Indeed, but in otherwise, we could not proceed against the corporations that it cannot act same through its agents.

Felix Frankfurter:

You don’t have to rely on the generality because it contends to with the reference to construe the Interstate Commerce Act under —

Ralph S. Spritzer:

Yes, New York Central case 50 years — so years ago was such a case.

Now, I think it is also relevant in dealing with the question whether Congress meant as we think its language quite clearly imports to create a partnership as a responsible entity.

It’s relevant to look at what the Interstate Commerce Act generally provides.

It is I think a historical accident that this particular provision relating to the transportation of explosives appears in the Criminal Code rather than in the Interstate Commerce Act.

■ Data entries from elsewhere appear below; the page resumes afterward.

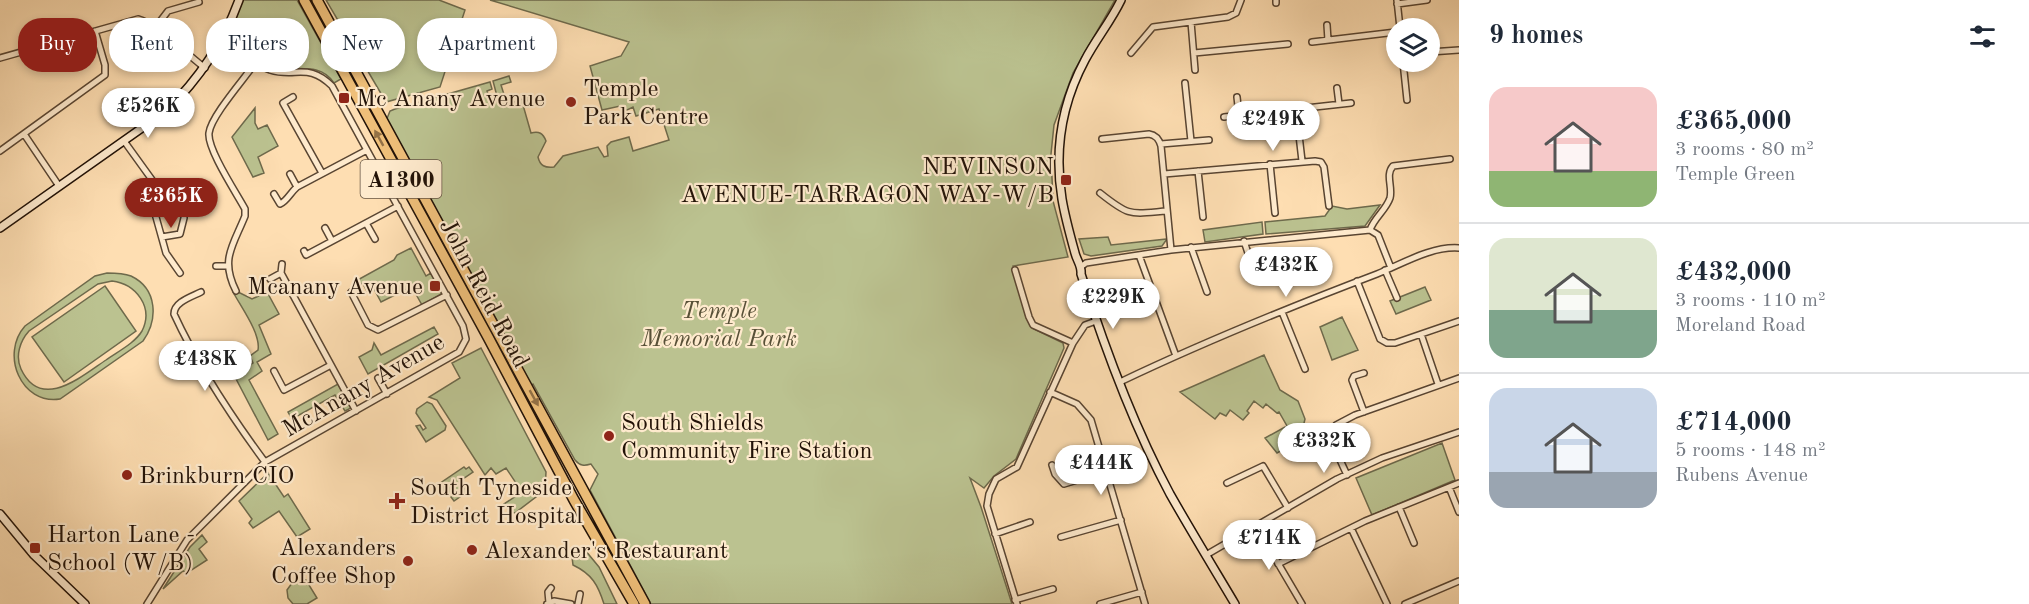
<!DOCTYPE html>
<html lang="en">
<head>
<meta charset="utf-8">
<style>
  :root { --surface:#fff; --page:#f2f2f3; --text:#1f2937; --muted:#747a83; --line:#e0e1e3; --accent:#8f2418 }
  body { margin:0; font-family:"Old Standard TT",serif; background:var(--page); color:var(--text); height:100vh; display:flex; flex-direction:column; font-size:22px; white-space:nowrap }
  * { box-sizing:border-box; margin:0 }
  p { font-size:20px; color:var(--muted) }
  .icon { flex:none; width:33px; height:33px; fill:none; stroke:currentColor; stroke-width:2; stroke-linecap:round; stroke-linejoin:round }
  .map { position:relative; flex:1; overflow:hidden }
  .details { display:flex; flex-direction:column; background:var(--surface); width:570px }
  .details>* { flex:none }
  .guide { position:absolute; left:18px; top:18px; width:570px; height:54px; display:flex; gap:12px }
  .controls { position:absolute; left:1386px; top:18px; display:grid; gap:12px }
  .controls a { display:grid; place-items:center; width:54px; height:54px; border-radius:50%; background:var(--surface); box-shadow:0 3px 9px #0003; font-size:30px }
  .price { position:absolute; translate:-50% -51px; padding:0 14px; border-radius:21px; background:#fff; color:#222; font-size:20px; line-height:39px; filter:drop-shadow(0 2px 3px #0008) }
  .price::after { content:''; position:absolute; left:50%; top:36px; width:18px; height:14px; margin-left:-9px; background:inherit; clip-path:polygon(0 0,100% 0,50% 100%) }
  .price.selected { background:var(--accent); color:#fff }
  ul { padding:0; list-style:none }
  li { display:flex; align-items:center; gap:18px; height:150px; padding:0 30px }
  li+li { border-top:2px solid var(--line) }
  li span { display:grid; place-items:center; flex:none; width:168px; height:120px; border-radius:18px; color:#555 }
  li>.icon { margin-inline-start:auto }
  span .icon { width:72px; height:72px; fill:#fffc; stroke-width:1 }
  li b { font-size:26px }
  h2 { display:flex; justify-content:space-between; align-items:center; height:72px; padding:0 30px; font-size:26px }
  .chip { padding:0 21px; border-radius:24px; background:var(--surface); box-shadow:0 3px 9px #0003; font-size:21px; line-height:54px }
  .chip.selected { background:var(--accent); color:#fff }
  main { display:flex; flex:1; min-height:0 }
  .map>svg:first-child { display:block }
  .green { fill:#bbc290; stroke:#6e6a4c; stroke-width:1.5; fill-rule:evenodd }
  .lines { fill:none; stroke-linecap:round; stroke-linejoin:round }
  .street-casing { stroke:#594532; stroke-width:8 }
  .secondary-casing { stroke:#221207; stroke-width:10 }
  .highway-casing { stroke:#221207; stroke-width:12 }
  .street { stroke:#feeacd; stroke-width:5 }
  .secondary { stroke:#feeacd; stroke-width:7 }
  .highway { stroke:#efbf79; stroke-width:9 }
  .oneway { fill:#937146 }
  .poi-dot { fill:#8f2418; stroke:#feeacd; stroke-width:2 }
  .labels { text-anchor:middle; stroke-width:4.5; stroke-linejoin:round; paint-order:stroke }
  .shield { fill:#feeacd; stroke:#645342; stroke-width:1.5 }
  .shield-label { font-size:22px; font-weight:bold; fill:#221207 }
  .poi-label { font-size:24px; fill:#221207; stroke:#feeacd; text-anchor:start }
  .street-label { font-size:24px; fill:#221207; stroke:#feeacd }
  .park-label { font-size:24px; font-style:italic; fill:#585037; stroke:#feeacd }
</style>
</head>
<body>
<main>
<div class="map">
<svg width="1459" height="604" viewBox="0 0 1459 604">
  <rect width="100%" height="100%" fill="#fedeb2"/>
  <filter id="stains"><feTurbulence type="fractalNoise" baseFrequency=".00333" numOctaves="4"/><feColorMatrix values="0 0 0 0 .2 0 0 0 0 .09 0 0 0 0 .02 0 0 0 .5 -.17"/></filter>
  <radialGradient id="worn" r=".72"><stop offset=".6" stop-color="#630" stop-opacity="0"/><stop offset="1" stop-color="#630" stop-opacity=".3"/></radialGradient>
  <path class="green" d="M243 0H297L341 79 334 83C318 59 291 74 269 66 256 61 243 52 232 45L229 36Z
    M326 0H439L465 10 440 87 386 102Z
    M490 0H1115L1073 73 1054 125 1051 154 1053 201 1068 257 1013 266 1026 317 1034 329 1063 343 1064 348 1016 459 994 476 984 488 970 478 981 507 1012 604H651L590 490 598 474 591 464C584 466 580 466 575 460L533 384 530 386 386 121 390 111 395 109 490 82 492 89 487 91 490 102 498 100 493 81 509 76 511 82 501 85 507 104 532 96 523 105 531 133C539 131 543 133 546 141L538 157C540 166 545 168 554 167L563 156 598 147 604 157 608 156 607 146 611 142 629 137 633 151 669 140 659 109 636 116 633 107 623 112 620 106 602 110 590 66 621 56 629 42Z
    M255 108V123L258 129 267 125 278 146 258 157 264 173 253 177 232 137Z
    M1380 205 1365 226 1266 234 1265 222 1325 216 1332 206 1347 209Z
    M1262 222 1263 234 1205 242 1203 230Z
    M1108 237 1111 245 1167 239 1162 246 1091 256 1084 254 1079 239Z
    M411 248 426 276 431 273 443 293 422 305 413 289H407L381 302 374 289 367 291 363 284 354 282 394 260 397 255Z
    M107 273C115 273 123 273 131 276 158 289 158 320 143 341L60 399C21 405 0 354 25 326L95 276ZM112 281C136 284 154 307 142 331 135 343 117 352 106 360 82 376 41 412 21 369 15 356 20 341 29 331L98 284Z
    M105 286 136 331 64 382 32 337Z
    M1425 287 1431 300 1396 314 1390 301Z
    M236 291 252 299 267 292 279 314 259 325 271 354 257 362 262 371 249 380 278 434 268 440 234 375 253 363 250 356 258 350C261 334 241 307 233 292Z
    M1342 317 1358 350 1332 360 1320 327Z
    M434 327 438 334 368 374 359 357 372 350 374 343 381 355Z
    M481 348 546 472 545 490 515 513 510 512 504 504 522 492 506 468 496 474 491 468 485 475 437 400 429 397 460 378 452 363Z
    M1264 355 1280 390 1298 401 1305 419 1300 440 1277 453 1265 438 1287 426 1279 412 1277 413 1266 404 1263 408 1254 401 1247 411 1249 413 1243 420 1230 410 1226 416 1220 413 1215 419 1180 392Z
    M338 384 351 408 345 411 335 395 292 419 288 412Z
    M427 402 432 404 446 426 445 430 426 442 416 426 420 425 423 430 426 428 416 413 417 409Z
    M1442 443 1455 480 1372 515 1356 478Z
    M464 467 466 469 469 467 473 472 460 481 467 492 454 501 448 493 443 496 436 486Z
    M268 473 284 497 288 494 310 529 297 537 279 511 253 528 249 523 252 519 239 501Z
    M202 535 207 542 199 549 207 560 187 573 183 571 163 589 190 547Z
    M585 550 599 567 617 604H604C598 585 592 574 573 565L572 557Z
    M300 578 306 580 317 598 307 604H293L288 598 287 590 292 583Z"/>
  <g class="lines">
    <defs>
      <path id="street" d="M1276 0V3
        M1397 0 1400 28
        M1397 4 1427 0
        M1191 22 1195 70
        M1327 25 1328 40
        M155 28 168 11 199 2
        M1312 42 1396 32
        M1430 52 1459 50
        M1131 53 1153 27 1228 17 1236 13 1241 0
        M1194 53 1288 44
        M0 58 138 19C155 23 189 56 205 68
        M1403 62 1407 100
        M1185 83 1191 141
        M1337 88 1339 104
        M293 97 283 103 322 173
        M1237 97 1239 115
        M1296 109 1302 161
        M1224 117 1351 103
        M24 134 59 186
        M1102 139 1149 134C1156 135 1159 139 1161 146L1171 250
        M124 141 163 195
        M1161 144 1209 140
        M0 151 105 75V65L95 31
        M1270 164 1275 213
        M1198 171 1203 217
        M290 174 297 187
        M1164 174 1315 161 1321 162 1324 167 1329 206
        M178 187 160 198 154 210 166 253 180 273
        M1100 193C1130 217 1130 214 1167 211
        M274 194 280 204C287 201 290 193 297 187L367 150
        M366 223 375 239
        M325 228 332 241
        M1370 230C1374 218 1386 210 1390 198 1393 187 1385 175 1393 166L1450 159
        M162 237 180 234 184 218
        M1244 241 1253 268
        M1191 247 1207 292
        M304 251 306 255 398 206
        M1139 255 1176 356
        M216 266H227
        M1082 266 1086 263 1171 250 1370 230 1378 235 1391 268
        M1015 270 1029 317 1033 325 1073 343
        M1385 270 1397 298
        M281 273 356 411
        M270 279 281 273 282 264
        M1357 281 1380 339 1387 343H1395L1459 321
        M357 288 351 292 368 325 378 330 447 295
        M236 291C220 259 233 246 245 216V209C237 194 207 149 209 133 211 116 245 78 256 62
        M201 292C191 297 174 302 174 314 198 366 231 416 265 462
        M1282 312 1305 369
        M1421 334 1438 384
        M274 371 284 390 331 365
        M1364 373 1354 376 1352 380 1364 412
        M378 378 387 394
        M1120 382C1204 342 1290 307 1377 274 1402 264 1431 246 1459 248
        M1050 392 1077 404 1091 420 1145 604
        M1052 465 1055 474 1064 484 1106 471
        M1347 475C1340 459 1329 442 1336 425L1355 415 1459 378
        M1227 483 1263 466 1288 508
        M1449 487 1459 512
        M1399 507 1414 543
        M1256 526 1302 604
        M1351 528 1387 604
        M995 534 1030 522
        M1061 537 1121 520
        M1206 555 1337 479 1382 458 1459 432
        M1278 564 1365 521 1459 483
        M1015 600 1053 589
        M549 603 548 592 551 588
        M147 604 187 540 265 462 459 352 466 339 463 326 332 86C308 62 296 78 270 70 253 64 236 51 221 42
        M547 604 554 601 571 604
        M578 604 580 594
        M1017 604 987 506 989 494 996 479 1017 467 1073 343 1085 325 1096 321
        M1100 604 1142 592
        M1405 604 1459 581"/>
      <path id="secondary" d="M1121 0C1111 21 1096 39 1085 60 1062 103 1054 150 1062 199 1065 217 1070 235 1075 253 1077 261 1082 266 1081 274 1105 349 1133 425 1170 494 1191 531 1213 567 1235 604
        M0 228 166 111C199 79 223 44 239 0
        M0 514 34 555 85 604"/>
      <path id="highway" d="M304 0 488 337 574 500 634 604
        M317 0 645 604"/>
    </defs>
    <use href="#street" class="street-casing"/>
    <use href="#secondary" class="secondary-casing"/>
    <use href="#highway" class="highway-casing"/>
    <use href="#street" class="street"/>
    <use href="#secondary" class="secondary"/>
    <use href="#highway" class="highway"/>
  </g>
  <defs><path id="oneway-solid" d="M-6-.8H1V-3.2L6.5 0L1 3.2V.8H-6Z" transform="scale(1.5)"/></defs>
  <g class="oneway">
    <use href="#oneway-solid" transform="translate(379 138) rotate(-119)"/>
    <use href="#oneway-solid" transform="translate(534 398) rotate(61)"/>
  </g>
  <g class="poi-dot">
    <rect x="338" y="92" width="12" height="12" rx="3"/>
    <circle cx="571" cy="102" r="6"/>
    <rect x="1060" y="174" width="12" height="12" rx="3"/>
    <rect x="429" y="280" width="12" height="12" rx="3"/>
    <circle cx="609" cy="436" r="6"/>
    <circle cx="127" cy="475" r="6"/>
    <path d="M394 492h6v6h6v6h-6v6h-6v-6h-6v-6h6z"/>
    <rect x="29" y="542" width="12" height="12" rx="3"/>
    <circle cx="472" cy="550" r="6"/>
    <circle cx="408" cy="561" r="6"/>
  </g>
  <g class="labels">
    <rect class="shield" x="360.5" y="160" width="81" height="38" rx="4.5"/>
    <g class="shield-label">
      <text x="401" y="187">A1300</text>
    </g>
    <g class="poi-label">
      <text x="583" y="96">Temple<tspan x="583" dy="28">Park Centre</tspan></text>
      <text x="356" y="106">Mc Anany Avenue</text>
      <text x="1054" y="174" text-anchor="end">NEVINSON<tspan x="1054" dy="28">AVENUE-TARRAGON WAY-W/B</tspan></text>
      <text x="423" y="294" text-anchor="end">Mcanany Avenue</text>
      <text x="621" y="430">South Shields<tspan x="621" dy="28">Community Fire Station</tspan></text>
      <text x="139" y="483">Brinkburn CIO</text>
      <text x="410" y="495">South Tyneside<tspan x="410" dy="28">District Hospital</tspan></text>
      <text x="47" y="542">Harton Lane -<tspan x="47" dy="28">School (W/B)</tspan></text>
      <text x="396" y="555" text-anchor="end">Alexanders<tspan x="396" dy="28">Coffee Shop</tspan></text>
      <text x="484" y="558">Alexander's Restaurant</text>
    </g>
    <g class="street-label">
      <text transform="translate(485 293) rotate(62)" y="8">John Reid Road</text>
      <text transform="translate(363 385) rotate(-30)" y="8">McAnany Avenue</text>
    </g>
    <g class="park-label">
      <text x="719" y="318">Temple<tspan x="719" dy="28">Memorial Park</tspan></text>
    </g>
  </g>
  <rect width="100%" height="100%" filter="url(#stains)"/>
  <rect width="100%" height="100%" fill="url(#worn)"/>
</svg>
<div class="controls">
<a><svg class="icon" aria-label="layers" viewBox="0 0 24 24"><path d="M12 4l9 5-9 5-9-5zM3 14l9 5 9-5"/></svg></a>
</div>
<b class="price" style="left:148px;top:139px">£526K</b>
<b class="price" style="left:1273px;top:152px">£249K</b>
<b class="price selected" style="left:171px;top:229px">£365K</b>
<b class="price" style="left:1286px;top:298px">£432K</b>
<b class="price" style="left:1113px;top:330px">£229K</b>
<b class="price" style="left:205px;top:392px">£438K</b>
<b class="price" style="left:1324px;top:474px">£332K</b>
<b class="price" style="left:1101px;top:496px">£444K</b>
<b class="price" style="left:1269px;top:571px">£714K</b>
<div class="guide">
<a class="chip selected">Buy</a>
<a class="chip">Rent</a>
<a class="chip">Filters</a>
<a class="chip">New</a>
<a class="chip">Apartment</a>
</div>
</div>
<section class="details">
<h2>9 homes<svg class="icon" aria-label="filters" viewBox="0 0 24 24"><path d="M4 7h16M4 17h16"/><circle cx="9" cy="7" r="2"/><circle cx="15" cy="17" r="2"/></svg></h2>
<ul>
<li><span style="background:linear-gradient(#f6c9c9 70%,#8fb573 0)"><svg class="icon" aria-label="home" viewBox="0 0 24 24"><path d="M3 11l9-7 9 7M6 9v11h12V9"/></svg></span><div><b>£365,000</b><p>3 rooms · 80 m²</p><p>Temple Green</p></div></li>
<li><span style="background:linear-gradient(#dfe7d0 60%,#7fa58c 0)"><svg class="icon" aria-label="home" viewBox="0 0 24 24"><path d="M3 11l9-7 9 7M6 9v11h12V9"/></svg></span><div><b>£432,000</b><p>3 rooms · 110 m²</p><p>Moreland Road</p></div></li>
<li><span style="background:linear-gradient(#c9d6e8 70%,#9aa5b1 0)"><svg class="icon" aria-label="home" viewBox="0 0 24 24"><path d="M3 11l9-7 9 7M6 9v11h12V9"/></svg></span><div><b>£714,000</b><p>5 rooms · 148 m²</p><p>Rubens Avenue</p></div></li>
</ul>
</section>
</main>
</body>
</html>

The reason for it is that Congress, as early as 1866, first became concerned about the transportation of explosives and attached the statute in that year relating to the carriage of T.N.T. by vessels which also carry passengers for hire.

So, Congress dealt with this subject long before there was an Interstate Commerce Act.

And the successor statutes relating to the same subject of transportation by — of explosives by common carriers have all followed the manner and the mold of the first statute, though the more reason statutes delegate the matter of prescribing the standards to the Interstate Commerce Commission.

Now, of course, the Interstate Commerce Act imposes a multitude of requirements upon carriers.